I ordered a couple of burl and light buffalo horn handles from Herr Keller and they arrived this week. These things are ridiculously gorgeous!!! i am afraid to mess with them. No chance in hell of me trying to "reverse engineer" these anytime in the next decade or so.


----------



## Johnny.B.Good (Feb 15, 2012)

The lack of pictures accompanying your post is disturbing.


----------



## mhenry (Feb 15, 2012)

+1 c'mon you know the rule





Johnny.B.Good said:


> The lack of pictures accompanying your post is disturbing.


----------



## El Pescador (Feb 15, 2012)

+1 feet and meat.


----------



## ThEoRy (Feb 15, 2012)

None of this ever happened.


----------



## Eamon Burke (Feb 15, 2012)

lus1::needpics:


----------



## kalaeb (Feb 15, 2012)

I'll show you mine if you show me yours.
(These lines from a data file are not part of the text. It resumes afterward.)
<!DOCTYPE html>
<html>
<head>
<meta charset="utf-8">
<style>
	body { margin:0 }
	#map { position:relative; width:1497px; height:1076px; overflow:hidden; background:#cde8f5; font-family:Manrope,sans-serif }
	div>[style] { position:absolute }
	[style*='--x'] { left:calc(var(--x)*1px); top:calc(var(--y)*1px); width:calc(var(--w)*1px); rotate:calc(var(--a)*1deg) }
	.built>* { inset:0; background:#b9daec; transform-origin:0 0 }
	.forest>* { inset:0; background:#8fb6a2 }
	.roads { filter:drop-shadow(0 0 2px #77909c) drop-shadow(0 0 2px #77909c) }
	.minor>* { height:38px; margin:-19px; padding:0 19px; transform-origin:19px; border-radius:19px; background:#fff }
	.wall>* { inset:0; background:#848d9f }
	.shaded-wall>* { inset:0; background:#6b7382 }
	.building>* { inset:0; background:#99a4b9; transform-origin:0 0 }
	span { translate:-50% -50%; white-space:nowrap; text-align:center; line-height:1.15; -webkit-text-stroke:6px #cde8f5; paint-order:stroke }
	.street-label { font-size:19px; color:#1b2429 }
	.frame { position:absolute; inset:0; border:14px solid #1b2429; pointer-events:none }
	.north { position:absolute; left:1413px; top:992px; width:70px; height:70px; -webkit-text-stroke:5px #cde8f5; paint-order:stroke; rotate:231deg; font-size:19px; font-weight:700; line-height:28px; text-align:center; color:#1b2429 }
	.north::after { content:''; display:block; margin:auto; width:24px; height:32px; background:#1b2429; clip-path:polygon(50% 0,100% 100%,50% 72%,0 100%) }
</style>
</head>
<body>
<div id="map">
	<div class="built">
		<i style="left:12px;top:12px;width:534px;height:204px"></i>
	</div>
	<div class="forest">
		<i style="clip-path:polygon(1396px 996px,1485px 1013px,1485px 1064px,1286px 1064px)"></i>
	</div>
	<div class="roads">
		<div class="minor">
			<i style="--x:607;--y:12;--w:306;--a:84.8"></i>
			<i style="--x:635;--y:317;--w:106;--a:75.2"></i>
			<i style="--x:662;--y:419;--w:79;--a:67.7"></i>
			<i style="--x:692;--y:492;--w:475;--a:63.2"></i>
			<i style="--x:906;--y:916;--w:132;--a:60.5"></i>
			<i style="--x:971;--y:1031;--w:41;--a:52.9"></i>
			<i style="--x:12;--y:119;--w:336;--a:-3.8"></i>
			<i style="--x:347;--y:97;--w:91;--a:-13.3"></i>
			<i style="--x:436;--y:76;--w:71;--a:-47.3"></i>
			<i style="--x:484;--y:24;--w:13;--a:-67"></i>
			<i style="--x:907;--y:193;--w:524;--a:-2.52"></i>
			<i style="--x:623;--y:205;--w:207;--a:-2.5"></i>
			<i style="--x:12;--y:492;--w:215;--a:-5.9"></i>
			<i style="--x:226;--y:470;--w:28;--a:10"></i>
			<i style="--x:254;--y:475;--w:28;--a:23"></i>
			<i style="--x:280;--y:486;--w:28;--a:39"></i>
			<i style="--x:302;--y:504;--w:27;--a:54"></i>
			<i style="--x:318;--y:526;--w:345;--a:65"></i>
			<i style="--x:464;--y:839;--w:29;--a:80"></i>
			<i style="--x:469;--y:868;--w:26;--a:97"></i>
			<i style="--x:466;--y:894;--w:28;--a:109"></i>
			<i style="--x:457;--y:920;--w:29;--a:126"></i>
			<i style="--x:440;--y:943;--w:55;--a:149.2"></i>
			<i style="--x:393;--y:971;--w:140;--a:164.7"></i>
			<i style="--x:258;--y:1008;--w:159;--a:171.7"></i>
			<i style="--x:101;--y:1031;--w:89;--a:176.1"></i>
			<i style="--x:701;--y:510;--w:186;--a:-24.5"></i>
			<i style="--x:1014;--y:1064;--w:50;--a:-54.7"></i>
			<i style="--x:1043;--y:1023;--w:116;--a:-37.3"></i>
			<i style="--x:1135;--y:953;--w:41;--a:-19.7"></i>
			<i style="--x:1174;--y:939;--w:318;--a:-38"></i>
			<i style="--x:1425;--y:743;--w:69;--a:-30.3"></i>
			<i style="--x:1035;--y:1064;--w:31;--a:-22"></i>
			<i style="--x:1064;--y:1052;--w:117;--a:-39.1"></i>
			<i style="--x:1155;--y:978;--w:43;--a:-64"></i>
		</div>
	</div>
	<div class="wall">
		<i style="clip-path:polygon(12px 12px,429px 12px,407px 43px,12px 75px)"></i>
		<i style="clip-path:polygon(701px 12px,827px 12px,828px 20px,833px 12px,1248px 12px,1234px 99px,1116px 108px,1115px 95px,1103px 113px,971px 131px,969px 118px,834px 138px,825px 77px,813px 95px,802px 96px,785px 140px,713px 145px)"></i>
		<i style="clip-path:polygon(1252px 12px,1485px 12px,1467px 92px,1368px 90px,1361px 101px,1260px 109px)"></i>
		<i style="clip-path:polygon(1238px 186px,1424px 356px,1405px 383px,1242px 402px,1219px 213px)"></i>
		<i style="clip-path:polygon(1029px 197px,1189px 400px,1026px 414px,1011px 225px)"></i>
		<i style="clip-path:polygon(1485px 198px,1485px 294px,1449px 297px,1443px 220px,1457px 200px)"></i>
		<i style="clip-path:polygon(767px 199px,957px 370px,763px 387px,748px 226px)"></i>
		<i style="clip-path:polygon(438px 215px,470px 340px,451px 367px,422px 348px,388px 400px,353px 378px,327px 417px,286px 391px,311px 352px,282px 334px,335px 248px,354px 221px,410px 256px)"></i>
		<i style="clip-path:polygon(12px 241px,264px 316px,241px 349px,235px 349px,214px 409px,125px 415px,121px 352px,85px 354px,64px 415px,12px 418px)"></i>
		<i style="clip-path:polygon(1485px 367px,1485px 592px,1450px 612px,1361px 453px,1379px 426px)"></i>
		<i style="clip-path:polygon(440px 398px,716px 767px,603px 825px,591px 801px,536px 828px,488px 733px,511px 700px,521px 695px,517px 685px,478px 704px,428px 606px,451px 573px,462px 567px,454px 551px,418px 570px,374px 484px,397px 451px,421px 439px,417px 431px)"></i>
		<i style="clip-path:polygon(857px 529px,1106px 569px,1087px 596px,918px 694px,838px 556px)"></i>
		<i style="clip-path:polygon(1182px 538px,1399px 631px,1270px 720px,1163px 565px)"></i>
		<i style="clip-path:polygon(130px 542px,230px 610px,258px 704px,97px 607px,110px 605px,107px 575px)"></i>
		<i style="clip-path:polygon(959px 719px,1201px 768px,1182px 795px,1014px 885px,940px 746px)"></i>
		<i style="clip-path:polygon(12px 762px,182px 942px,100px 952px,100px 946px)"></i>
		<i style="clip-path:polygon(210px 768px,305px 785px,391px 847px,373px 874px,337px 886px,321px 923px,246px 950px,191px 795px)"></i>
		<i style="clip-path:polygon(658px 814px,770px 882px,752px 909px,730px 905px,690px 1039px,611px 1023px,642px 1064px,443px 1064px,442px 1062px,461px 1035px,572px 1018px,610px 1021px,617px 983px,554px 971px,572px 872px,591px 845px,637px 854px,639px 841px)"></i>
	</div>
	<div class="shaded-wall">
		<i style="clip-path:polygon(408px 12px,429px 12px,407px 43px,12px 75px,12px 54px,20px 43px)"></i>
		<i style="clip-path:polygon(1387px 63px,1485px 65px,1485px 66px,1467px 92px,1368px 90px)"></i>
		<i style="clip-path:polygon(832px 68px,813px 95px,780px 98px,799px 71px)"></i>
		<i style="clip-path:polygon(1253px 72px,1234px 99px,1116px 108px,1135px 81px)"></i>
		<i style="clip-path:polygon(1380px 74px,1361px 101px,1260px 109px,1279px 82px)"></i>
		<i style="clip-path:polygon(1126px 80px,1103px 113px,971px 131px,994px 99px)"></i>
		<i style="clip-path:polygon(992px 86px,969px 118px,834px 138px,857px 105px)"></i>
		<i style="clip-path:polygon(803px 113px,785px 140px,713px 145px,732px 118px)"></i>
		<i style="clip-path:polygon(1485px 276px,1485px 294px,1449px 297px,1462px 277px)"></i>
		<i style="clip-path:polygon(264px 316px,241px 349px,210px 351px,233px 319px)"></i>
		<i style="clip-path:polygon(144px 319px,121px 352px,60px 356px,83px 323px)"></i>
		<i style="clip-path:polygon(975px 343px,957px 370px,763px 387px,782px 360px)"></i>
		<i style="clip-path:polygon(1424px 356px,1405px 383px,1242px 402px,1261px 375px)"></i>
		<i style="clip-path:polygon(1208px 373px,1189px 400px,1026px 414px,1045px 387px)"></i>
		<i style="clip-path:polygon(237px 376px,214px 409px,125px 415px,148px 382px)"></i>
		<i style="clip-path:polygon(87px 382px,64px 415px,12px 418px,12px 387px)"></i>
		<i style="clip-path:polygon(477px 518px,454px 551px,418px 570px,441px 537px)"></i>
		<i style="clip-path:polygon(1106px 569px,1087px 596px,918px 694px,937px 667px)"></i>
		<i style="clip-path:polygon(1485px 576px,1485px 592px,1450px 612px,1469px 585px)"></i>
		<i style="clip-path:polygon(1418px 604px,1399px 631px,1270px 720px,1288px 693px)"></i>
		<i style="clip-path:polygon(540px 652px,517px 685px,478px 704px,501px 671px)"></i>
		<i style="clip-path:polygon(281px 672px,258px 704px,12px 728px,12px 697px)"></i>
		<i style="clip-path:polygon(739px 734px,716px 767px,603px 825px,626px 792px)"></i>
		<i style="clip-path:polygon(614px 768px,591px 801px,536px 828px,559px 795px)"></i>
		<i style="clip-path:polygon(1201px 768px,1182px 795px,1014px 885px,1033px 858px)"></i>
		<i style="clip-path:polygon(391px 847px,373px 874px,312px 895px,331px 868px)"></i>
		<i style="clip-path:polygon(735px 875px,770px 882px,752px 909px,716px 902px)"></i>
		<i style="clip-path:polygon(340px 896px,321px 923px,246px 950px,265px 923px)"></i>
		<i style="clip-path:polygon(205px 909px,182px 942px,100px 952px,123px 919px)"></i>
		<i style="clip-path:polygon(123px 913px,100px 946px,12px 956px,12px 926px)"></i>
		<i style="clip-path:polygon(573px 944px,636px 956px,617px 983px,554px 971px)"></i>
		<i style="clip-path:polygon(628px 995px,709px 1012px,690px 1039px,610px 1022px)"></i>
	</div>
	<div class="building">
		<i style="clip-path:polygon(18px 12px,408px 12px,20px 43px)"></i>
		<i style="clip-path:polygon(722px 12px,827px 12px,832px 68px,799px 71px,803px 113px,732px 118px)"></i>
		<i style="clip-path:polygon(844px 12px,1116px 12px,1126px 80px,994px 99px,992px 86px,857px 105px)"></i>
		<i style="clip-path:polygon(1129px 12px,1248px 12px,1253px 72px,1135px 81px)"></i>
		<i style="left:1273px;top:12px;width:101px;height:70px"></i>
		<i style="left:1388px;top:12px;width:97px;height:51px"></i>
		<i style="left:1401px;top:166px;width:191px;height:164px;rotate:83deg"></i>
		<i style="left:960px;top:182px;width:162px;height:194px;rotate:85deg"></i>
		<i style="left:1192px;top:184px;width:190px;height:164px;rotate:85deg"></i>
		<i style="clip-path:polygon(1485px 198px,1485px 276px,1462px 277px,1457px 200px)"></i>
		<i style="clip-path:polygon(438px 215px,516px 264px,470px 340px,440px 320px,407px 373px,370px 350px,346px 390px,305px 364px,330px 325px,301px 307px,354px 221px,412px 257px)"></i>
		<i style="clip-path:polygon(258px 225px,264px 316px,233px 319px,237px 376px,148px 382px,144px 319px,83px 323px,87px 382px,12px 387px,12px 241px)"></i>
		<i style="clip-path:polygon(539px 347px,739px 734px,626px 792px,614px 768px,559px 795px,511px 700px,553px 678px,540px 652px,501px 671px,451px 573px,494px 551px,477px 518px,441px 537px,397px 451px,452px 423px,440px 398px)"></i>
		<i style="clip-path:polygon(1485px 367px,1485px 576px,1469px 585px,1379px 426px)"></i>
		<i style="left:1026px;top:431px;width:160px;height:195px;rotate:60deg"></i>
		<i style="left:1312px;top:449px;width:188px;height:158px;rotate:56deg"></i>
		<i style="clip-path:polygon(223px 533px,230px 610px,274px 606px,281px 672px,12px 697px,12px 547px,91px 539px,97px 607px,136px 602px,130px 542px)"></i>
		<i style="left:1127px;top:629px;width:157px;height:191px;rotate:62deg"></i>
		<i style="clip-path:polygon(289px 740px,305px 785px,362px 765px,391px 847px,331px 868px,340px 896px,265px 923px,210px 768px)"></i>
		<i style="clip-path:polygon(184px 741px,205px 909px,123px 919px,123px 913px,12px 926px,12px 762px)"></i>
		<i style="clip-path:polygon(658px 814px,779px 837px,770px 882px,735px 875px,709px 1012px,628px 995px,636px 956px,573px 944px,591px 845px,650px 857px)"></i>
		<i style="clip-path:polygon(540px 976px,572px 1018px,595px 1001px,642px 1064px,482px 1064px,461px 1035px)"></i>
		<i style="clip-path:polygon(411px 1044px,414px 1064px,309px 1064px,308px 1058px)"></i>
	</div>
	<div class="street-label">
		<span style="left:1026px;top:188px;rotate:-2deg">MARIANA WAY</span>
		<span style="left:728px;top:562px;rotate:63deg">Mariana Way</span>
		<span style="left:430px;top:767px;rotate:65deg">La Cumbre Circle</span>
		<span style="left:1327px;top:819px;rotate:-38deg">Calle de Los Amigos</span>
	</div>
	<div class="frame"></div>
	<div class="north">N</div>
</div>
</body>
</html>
Lol

I picked one up from Stefan too, awesome handle, working on getting it installed on a knife right now.


----------



## jmforge (Feb 15, 2012)

Hey, there ARe pics. Just look at Stefan's "extra handles for sale" thread.:doublethumbsup:


----------



## kalaeb (Feb 16, 2012)

Here is one I just picked up from Stefan:


----------



## Johnny.B.Good (Feb 16, 2012)

kalaeb said:


> Here is one I just picked up from Stefan:
> View attachment 4572



That's solid looking Kaleb. Nice choice.


----------



## mhenry (Feb 17, 2012)

Looks perfect on that knife. Woods?



kalaeb said:


> Here is one I just picked up from Stefan:
> View attachment 4572


----------



## kalaeb (Feb 17, 2012)

The woods are ironwood with a maple ferrule. Not sure what the spacer is.


----------



## mhenry (Feb 18, 2012)

Is that one of these "French" Moritaka gyuto's? If it is I wanna try it! 





kalaeb said:


> The woods are ironwood with a maple ferrule. Not sure what the spacer is.


----------



## kalaeb (Feb 18, 2012)

mhenry said:


> Is that one of these "French" Moritaka gyuto's? If it is I wanna try it!



Mike, yes it is, you are welcome to it. I am leaving out of town for a few weeks on Thursday so it won't be missed. Pm me your ship info.


----------



## apicius9 (Feb 18, 2012)

The spacer is art. tortoise and a bit translucent. 

St.


----------